(Requirement) Find each line below containing the word "Merrimack" and copy it.

(Dataset excerpts)
<<<<

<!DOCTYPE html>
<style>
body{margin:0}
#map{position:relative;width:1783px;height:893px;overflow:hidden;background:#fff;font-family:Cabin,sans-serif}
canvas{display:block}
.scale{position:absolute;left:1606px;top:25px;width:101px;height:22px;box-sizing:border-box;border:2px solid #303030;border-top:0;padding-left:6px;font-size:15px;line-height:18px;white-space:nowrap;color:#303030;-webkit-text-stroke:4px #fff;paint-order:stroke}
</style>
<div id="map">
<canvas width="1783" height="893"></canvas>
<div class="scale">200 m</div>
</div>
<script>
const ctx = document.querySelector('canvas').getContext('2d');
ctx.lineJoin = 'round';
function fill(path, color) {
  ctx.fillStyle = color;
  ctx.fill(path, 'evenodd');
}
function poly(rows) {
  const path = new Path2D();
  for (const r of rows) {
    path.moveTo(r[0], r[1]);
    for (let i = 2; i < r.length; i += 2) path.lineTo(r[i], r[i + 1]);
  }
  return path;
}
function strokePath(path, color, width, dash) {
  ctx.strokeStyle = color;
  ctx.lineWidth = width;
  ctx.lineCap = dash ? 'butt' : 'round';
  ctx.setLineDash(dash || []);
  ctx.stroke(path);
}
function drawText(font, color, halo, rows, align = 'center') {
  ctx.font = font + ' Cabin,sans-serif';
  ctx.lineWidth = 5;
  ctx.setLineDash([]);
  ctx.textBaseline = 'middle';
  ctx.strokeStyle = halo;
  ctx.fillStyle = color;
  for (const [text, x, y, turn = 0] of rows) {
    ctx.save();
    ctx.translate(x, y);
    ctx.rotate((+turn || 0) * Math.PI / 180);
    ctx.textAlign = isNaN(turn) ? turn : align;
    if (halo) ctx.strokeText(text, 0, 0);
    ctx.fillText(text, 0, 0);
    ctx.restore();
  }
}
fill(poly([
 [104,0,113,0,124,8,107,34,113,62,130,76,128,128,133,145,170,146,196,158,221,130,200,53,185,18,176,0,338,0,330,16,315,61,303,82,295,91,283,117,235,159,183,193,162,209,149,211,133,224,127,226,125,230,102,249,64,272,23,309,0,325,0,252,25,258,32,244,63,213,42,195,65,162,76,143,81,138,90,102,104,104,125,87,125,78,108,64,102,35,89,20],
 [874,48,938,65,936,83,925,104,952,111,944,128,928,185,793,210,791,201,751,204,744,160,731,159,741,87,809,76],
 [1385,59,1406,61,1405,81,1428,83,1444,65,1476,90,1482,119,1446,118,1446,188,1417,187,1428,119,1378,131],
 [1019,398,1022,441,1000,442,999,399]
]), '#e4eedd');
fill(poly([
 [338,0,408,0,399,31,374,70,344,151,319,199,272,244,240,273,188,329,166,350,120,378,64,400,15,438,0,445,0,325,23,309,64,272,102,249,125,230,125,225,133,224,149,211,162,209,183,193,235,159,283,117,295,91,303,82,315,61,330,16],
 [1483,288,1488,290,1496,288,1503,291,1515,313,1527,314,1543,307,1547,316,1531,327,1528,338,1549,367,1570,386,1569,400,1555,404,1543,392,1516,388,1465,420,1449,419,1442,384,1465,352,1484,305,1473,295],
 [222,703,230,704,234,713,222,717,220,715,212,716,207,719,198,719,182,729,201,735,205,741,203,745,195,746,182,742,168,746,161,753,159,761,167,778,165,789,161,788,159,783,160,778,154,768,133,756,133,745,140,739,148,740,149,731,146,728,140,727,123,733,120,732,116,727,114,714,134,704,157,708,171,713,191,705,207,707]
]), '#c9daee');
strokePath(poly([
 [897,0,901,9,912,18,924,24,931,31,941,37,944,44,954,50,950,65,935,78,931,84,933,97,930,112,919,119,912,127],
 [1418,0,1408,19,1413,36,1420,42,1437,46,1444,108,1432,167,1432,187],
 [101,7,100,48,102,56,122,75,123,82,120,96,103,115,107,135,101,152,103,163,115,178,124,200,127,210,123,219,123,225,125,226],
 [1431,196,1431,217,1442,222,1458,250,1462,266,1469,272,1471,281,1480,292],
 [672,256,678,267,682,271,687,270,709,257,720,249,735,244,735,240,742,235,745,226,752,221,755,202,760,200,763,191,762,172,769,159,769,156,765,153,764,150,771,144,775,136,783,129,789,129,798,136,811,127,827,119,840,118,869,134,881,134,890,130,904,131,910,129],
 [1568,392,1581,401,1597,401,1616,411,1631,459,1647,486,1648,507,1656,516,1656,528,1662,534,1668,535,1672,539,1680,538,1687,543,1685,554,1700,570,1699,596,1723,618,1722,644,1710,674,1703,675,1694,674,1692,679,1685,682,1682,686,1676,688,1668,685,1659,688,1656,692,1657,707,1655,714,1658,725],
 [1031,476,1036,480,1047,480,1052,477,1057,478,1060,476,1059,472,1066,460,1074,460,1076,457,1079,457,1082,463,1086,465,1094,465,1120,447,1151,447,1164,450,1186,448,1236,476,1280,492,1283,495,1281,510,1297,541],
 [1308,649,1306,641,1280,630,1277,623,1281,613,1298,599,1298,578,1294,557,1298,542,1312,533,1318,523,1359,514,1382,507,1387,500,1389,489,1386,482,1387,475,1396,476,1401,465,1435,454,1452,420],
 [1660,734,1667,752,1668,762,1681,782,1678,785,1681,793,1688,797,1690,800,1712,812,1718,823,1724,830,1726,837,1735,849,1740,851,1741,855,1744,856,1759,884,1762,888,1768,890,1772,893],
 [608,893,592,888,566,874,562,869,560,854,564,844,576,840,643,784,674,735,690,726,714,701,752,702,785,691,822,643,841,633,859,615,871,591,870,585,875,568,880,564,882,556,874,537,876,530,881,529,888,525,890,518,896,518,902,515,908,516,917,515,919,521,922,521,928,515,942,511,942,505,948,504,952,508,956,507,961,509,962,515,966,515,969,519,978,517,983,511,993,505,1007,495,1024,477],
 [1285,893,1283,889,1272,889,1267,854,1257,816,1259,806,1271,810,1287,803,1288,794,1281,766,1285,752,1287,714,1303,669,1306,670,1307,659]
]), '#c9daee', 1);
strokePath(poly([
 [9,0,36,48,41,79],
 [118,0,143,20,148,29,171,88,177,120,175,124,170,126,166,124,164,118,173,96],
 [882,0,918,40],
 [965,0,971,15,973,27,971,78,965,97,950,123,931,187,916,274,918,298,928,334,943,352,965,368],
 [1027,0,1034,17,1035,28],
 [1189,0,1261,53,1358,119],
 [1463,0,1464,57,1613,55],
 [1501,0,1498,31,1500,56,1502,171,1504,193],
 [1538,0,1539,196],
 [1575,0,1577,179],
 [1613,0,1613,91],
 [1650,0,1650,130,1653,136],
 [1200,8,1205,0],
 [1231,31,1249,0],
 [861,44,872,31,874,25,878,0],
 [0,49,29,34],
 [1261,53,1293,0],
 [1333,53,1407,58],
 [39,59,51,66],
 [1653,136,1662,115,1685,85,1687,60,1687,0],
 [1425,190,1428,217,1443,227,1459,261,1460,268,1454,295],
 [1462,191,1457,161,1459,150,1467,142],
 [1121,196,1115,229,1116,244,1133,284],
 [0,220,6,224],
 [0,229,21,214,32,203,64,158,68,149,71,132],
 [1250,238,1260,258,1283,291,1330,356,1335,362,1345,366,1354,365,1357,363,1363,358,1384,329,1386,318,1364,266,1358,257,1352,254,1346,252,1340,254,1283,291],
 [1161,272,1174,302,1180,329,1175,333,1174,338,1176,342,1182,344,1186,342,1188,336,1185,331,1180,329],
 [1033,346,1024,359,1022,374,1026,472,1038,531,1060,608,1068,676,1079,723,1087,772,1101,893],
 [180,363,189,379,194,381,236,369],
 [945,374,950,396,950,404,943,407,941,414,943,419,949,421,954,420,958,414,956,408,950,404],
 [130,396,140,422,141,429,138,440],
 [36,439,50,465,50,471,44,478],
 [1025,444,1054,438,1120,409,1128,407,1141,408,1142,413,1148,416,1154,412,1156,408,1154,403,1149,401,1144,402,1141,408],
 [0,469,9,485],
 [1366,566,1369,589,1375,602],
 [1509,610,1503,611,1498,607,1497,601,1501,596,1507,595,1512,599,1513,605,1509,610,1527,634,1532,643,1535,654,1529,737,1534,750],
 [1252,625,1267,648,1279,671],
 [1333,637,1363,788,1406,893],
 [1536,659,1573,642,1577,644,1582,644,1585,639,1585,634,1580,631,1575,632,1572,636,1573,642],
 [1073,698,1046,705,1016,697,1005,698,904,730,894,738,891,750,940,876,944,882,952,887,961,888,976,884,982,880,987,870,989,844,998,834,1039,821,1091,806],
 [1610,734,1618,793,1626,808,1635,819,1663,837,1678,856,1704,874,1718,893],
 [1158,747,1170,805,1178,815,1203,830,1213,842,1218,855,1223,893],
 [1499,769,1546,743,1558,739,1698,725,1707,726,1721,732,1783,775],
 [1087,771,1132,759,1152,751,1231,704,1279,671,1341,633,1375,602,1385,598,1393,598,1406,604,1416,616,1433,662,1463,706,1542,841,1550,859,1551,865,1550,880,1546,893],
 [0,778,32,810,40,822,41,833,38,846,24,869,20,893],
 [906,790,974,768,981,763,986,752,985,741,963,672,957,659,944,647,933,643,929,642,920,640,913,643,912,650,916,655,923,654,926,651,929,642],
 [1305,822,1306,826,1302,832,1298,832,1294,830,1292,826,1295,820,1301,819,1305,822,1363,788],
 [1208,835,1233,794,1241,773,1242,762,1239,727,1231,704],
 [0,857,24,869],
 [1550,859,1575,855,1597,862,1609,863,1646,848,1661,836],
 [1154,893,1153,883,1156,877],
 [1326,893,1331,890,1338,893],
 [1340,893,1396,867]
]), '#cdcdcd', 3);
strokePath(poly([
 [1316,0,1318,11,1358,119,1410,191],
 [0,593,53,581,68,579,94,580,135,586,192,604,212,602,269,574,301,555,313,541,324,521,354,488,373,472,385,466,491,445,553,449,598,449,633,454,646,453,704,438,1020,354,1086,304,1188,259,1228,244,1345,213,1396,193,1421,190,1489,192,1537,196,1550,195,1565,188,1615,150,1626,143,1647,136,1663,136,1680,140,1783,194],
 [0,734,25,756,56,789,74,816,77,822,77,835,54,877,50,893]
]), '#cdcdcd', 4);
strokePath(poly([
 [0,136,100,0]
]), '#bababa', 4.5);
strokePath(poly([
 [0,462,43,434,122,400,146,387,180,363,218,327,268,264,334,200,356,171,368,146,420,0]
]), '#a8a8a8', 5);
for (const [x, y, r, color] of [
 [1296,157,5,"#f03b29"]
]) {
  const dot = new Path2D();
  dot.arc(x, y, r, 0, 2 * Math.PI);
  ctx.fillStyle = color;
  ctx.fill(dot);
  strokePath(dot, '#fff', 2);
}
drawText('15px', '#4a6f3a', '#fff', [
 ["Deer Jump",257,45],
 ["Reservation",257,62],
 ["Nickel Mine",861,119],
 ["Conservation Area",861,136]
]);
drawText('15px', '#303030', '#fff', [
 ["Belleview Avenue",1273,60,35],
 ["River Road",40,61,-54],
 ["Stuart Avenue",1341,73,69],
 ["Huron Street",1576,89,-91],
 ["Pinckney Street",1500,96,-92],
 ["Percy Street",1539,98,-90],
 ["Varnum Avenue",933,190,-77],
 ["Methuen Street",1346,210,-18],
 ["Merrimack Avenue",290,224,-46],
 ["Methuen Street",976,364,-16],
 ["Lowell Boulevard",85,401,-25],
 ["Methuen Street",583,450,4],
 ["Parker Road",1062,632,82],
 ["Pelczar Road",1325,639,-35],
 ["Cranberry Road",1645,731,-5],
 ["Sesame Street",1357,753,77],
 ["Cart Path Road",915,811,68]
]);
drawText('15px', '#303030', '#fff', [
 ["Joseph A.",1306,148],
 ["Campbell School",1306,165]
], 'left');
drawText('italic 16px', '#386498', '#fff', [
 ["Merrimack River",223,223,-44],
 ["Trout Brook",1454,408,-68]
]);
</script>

>>>>

(Solution to this task)
 ["Merrimack Avenue",290,224,-46],
 ["Merrimack River",223,223,-44],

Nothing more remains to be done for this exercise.